Arlington medic units and Fairfax hazmat units are on scene at Inova Fairfax Hosptial, according to news helicopter footage.
— Brad Freitas (@NewsChopperBrad) October 17, 2014
As of 10:50 a.m., Arlington County was mobilizing its Emergency Operations Center to deal with the incident, according to Arlington County Police spokesman Dustin Sternbeck.
Just before noon, the county issued the following press release.
Arlington Responds to Possible Ebola Case
At about 9:10 a.m. today, Pentagon Police officers identified a woman in the Pentagon South Parking Lot, around lanes 17-19, who was ill and vomiting. Arlington County Fire Department (ACFD) was notified and responded immediately with both emergency medical aid and HazMat response team.
During the response, the individual allegedly indicated that she had recently visited western Africa. Out of an abundance of caution, all pedestrian and vehicular traffic was suspended around the South Parking lot, while Arlington County responded to the scene. At 9:53 a.m, the patient was taken to the Virginia Hospital Center; however she did not exit the ambulance. ACFD then transported the patient to Fairfax Inova Hospital.

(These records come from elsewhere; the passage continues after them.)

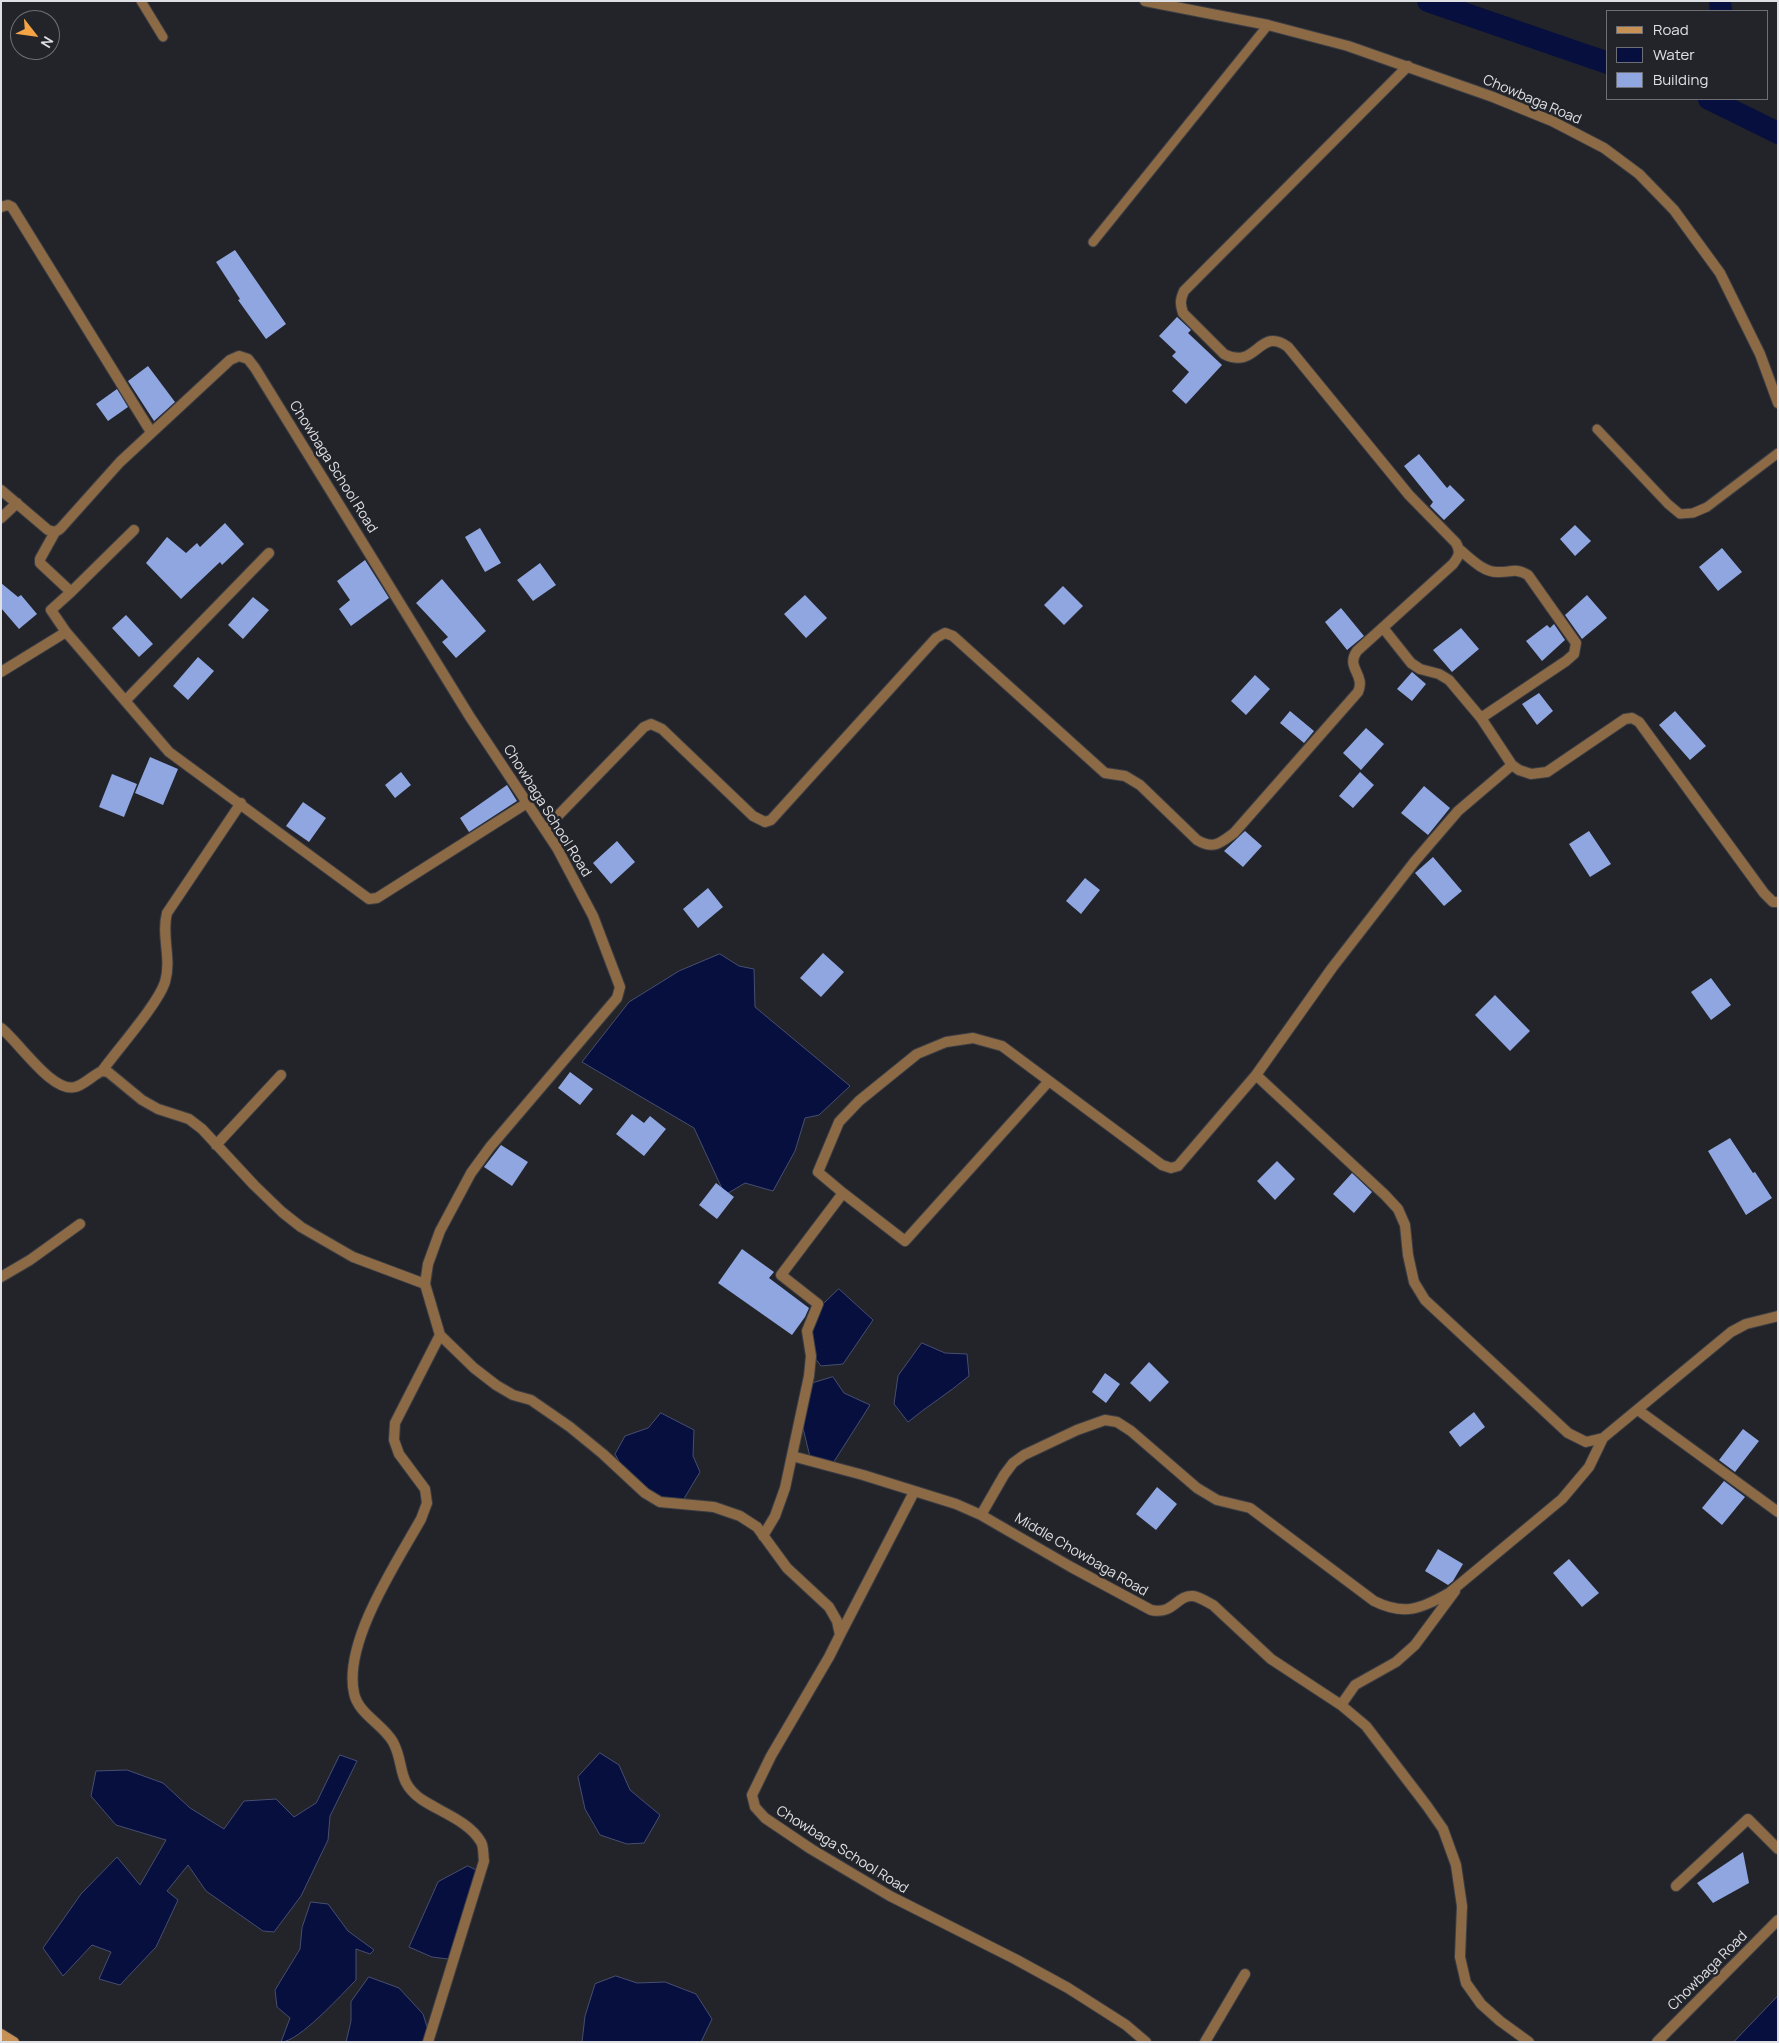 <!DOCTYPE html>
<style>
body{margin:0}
#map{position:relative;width:1779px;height:2043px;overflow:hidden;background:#22242a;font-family:Manrope,sans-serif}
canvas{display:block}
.frame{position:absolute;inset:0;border:2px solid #dfe0e4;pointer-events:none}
.legend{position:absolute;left:1606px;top:10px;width:162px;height:90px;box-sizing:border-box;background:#22242a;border:1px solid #6e6f74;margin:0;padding:6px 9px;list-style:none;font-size:15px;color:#dfe0e4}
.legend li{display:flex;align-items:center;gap:10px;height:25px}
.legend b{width:25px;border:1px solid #6e6f74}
.north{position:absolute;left:10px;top:10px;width:50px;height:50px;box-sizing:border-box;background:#22242a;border:1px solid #6e6f74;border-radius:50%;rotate:120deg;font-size:14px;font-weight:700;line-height:20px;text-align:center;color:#dfe0e4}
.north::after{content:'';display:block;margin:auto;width:18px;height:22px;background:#f4a444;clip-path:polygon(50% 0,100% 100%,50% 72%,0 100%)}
</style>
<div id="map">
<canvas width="1779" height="2043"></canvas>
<div class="frame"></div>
<ul class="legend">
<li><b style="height:6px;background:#c79155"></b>Road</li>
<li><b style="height:14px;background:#060f3e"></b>Water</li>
<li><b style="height:14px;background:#90a6e1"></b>Building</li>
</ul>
<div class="north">N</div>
</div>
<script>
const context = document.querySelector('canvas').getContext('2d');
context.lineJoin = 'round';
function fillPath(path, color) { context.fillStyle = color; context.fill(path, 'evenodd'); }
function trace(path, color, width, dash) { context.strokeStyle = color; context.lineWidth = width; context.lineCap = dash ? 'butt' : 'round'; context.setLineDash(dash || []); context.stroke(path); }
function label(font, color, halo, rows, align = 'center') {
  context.font = font + ' Manrope,sans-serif'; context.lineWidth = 5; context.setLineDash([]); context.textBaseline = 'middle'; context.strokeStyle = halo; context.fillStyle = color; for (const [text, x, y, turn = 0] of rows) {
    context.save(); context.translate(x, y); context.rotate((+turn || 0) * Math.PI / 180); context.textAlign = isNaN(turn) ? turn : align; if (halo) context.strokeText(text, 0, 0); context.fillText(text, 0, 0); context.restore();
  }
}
const water = new Path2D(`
 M720 954 739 966 754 969 755 1007 850 1086 819 1115 805 1118 795 1151 773 1191 745 1183 725 1195 694 1128 582 1062 629 1002 679 971Z
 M839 1289 873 1320 843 1364 821 1366 806 1346 818 1309Z
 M922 1343 945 1353 967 1354 969 1376C949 1393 927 1406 908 1422L894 1404 898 1376Z
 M833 1377 844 1393 870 1405 835 1460 827 1470 811 1461 802 1424 813 1383Z
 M661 1413 694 1430 693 1456 700 1472 682 1502H654L629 1479 615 1454 625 1436 648 1428Z
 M600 1753 619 1765 630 1790 660 1815 644 1843 627 1844 600 1835 585 1809 578 1777Z
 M340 1755 357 1761 330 1816 328 1840 301 1896 274 1932 263 1931 206 1891 188 1865 167 1891 178 1900 156 1947 120 1985 99 1979 111 1952 92 1945 63 1976 43 1948 81 1894 117 1857 140 1885 166 1840 116 1825 91 1796 96 1771 127 1770 163 1783 190 1808 224 1829 244 1801 276 1799 294 1817 316 1803Z
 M468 1866 478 1871 466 1924 448 1959 432 1957 409 1947 438 1882Z
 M311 1902 328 1904 348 1931 374 1950 370 1954 356 1949V1980C342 1994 299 2042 281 2042L290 2018 277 2007 275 1990 300 1949 302 1928Z
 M616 1976 637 1983 665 1982 696 1994 712 2019 701 2042H582L585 2016 595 1984Z
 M369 1977 399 1988 423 2014 428 2030 424 2042H346L351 2021V2002Z
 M1778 1996V2042H1734Z`);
const canal = new Path2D(`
 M1428 1 1608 63
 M1720 1 1721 11
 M1709 99 1778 133`);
const building = new Path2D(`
 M235 250 286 324 266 339 238 300 240 299 216 262Z
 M1177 317 1191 330 1188 333 1222 365 1186 404 1172 391 1189 372 1172 356 1176 352 1159 336Z
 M148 366 175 402 154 421 128 381Z
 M117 389 128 407 108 421 96 404Z
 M1419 454 1447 488 1450 485 1465 500 1444 520 1430 506 1433 502 1404 466Z
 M225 523 244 544 222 565 220 562 181 599 146 563 167 537 186 553 197 543 200 547Z
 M1575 525 1591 541 1575 556 1560 539Z
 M480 528 501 563 485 572 465 537Z
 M1722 548 1742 572 1718 591 1699 567Z
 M365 560 389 598 351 626 339 609 350 600 337 581Z
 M540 563 556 585 533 601 517 580Z
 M442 579 486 631 456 658 442 642 448 637 416 603Z
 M1 583 18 597 21 595 37 614 19 629 1 608Z
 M1063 586 1083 606 1064 625 1044 605Z
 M805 595 827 618 806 638 784 614Z
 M1587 595 1607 618 1582 639 1565 615Z
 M253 597 269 610 243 639 228 625Z
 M1341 608 1364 636 1347 650 1325 622Z
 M126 615 153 644 139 657 112 628Z
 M1554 624 1565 640 1542 661 1526 641 1547 625 1550 628Z
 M1461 628 1479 649 1452 672 1433 650Z
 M198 657 214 671 188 700 173 686Z
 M1412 672 1426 684 1412 701 1397 689Z
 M1255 675 1270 689 1246 715 1231 701Z
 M1539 693 1553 711 1537 725 1522 704Z
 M1290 711 1314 731 1304 743 1280 723Z
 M1675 711 1706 746 1690 760 1659 725Z
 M1366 728 1384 744 1361 770 1343 753Z
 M150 757 178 769 163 805 135 793Z
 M401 772 411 785 395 798 385 785Z
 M1360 772 1374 785 1353 808 1339 796Z
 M112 774 137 784 124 817 99 807Z
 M507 785 517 801 469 832 460 818Z
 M1424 786 1450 808 1428 835 1401 813Z
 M303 802 326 818 309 842 286 826Z
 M1245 831 1262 846 1243 867 1224 851Z
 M1589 831 1611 864 1590 877 1569 844Z
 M617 841 635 862 611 884 593 863Z
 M1433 857 1462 891 1444 906 1415 873Z
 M1085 878 1100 890 1081 914 1066 901Z
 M708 888 723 907 698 928 683 909Z
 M823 953 844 972 821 997 800 978Z
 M1711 978 1731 1005 1711 1020 1691 992Z
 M1495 995 1530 1031 1510 1051 1475 1015Z
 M570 1072 593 1089 580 1105 558 1088Z
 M632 1114 644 1123 650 1116 666 1129 644 1156 616 1134Z
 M1730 1138 1753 1173 1755 1172 1772 1198 1746 1215 1708 1151Z
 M501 1145 528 1162 512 1186 484 1167Z
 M1277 1161 1295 1179 1275 1200 1257 1181Z
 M1352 1173 1372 1192 1354 1213 1333 1194Z
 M716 1183 734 1197 717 1219 699 1205Z
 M742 1249 774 1272 769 1278 809 1308 805 1317 792 1335 718 1283Z
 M1149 1362 1169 1382 1150 1402 1130 1383Z
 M1105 1373 1120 1384 1106 1403 1092 1392Z
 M1474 1412 1485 1427 1460 1447 1449 1432Z
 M1743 1429 1759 1441 1735 1472 1719 1460Z
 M1724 1481 1745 1497 1722 1525 1702 1508Z
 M1157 1487 1177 1504 1156 1530 1136 1514Z
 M1438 1549 1463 1564 1453 1581 1448 1585 1425 1571Z
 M1569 1559 1599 1593 1582 1607 1553 1573Z
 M1743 1852 1749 1883 1713 1903 1697 1883Z`);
const service = new Path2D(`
 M141 1 163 37
 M1093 242 1268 25
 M1597 429 1668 504 1680 514 1693 513 1707 507 1778 453`);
const minor = new Path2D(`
 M1 207 8 205 12 207 151 432
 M1 490 48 530 55 532 60 529 120 462 230 360 239 356 248 359 255 368 470 717 557 848 593 916 620 987 617 998 490 1147 471 1173 440 1231 428 1264 425 1284 440 1335 474 1368 496 1385 513 1395 531 1400 570 1427 603 1454 645 1493 660 1502 714 1507 740 1516 757 1527 787 1568 829 1607 837 1621 840 1635 829 1657 771 1756 752 1795 755 1807 765 1818 811 1849 890 1896 1015 1959 1068 1988 1126 2025 1146 2042
 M1 518 17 503
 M55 532 40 559V563L71 592 51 610 66 632 169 752 369 899 377 898 527 803
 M1460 550C1470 558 1483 572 1497 572 1511 573 1514 567 1528 575L1576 643 1574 654 1566 661 1481 718
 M71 592 134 530
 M1384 629 1411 663 1420 669 1439 674 1449 680 1481 718 1512 765 1519 770 1531 774 1547 772 1625 719 1632 718 1639 722 1764 893 1773 902H1778
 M1 672 66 632
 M125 701 269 553
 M545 829 644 727 651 724 662 729 753 816 765 822 771 820 936 638 945 633 953 636 1105 773 1125 776 1140 785 1197 840C1214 850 1220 843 1234 833L1358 692C1366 674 1345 668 1357 651L1453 564C1459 556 1461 552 1456 543L1409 495 1288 347C1259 325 1257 371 1224 354L1183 313C1180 304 1180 300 1184 291L1408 66
 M1 1028C19 1042 52 1093 75 1087 84 1085 93 1075 102 1071L108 1072 142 1100 158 1109 189 1119 202 1129 254 1185 282 1212 301 1227 353 1257 425 1284
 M102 1071C117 1050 158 1004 165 982 172 959 161 936 167 913L241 803
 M1256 1075 1385 1195 1398 1209 1405 1225 1408 1255 1414 1282 1425 1300 1568 1433 1586 1442 1603 1438 1731 1332 1746 1324 1778 1316
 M216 1145 281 1075
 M843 1193 905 1241 1049 1081
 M1 1277 30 1260 80 1224
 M1638 1410 1778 1512
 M792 1456 863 1475 956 1504 981 1515 1071 1567 1151 1610C1174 1615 1176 1595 1193 1596 1200 1597 1207 1602 1213 1605L1271 1659 1341 1705 1366 1726 1427 1806 1443 1829 1456 1865 1462 1906 1460 1957 1466 1983 1481 2004 1500 2021 1529 2042
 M981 1515 1004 1475 1013 1463 1024 1455 1077 1430 1105 1420 1117 1422 1131 1431 1197 1488 1217 1500 1250 1508 1374 1601C1404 1616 1421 1609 1449 1593L1562 1499 1589 1467 1603 1438
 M763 1536 775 1516 785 1488 809 1376 811 1356 807 1331 818 1304 781 1275 843 1193 818 1172 839 1122 859 1101 917 1054 946 1042 973 1038 1002 1046 1162 1165 1171 1168 1178 1166 1256 1075 1332 968 1415 861 1458 811 1512 765
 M840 1635 914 1492
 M1341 1705 1355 1685 1396 1662 1415 1645 1455 1591
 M1676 1886 1748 1819 1778 1849
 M428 2042 484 1861C483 1855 484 1847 481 1842 469 1821 440 1812 421 1799 396 1781 405 1764 393 1742 383 1724 358 1714 354 1693 343 1642 397 1562 421 1519L427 1503 425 1489 399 1454 394 1440 395 1423 440 1335
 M1205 2042 1245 1974`);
const tertiary = new Path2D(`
 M1145 1 1268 25 1348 46 1493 97 1552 121 1604 148 1639 174 1674 210 1720 273 1760 354 1778 403
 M1657 2042 1778 1920`);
const secondary = new Path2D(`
 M1 2034 14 2042`);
const streetNames = [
 ["Chowbaga Road",1532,100,23],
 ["Chowbaga School Road",333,467,58],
 ["Chowbaga School Road",547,811,58],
 ["Middle Chowbaga Road",1081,1555,30],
 ["Chowbaga School Road",842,1850,32],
 ["Chowbaga Road",1708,1971,-45]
];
fillPath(water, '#060f3e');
trace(water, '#474e70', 1);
trace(canal, '#060f3e', 22);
fillPath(building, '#90a6e1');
trace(service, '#3c3e44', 11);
trace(minor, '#3c3e44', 12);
trace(tertiary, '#3c3e44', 12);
trace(secondary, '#3c3e44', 12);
trace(service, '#8c6a46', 9);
trace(minor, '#8c6a46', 10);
trace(tertiary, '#8c6a46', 10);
trace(secondary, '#c79155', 10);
label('14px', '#dfe0e4', '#22242a', streetNames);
</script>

Arlington Public Health is directing the public health response to this incident. Arlington County has activated its Emergency Operations Center (EOC) and a Joint Information Center (JIC) to manage the incident.
At the Pentagon
Out of an abundance of caution and to allow the investigation to proceed, pedestrian and vehicular traffic around the Pentagon South Parking lot’s lanes 7-23 will remain restricted until further notice. The Corridor 2 entrance to the Pentagon is also closed.
More information will be released when it becomes available.
Arlington firefighters and the hazmat team cleared the scene at the Pentagon around 1:45 p.m.
The bus the woman boarded was later stopped and detained near D.C.’s Capitol Hill neighborhood.
— Bruce Leshan (@BruceLeshan) October 17, 2014
Despite numerous Ebola scares in the United States, there have been fewer than 10 confirmed cases in the country. Today President Obama named an “Ebola czar” to help coordinate the federal response to the outbreak threat.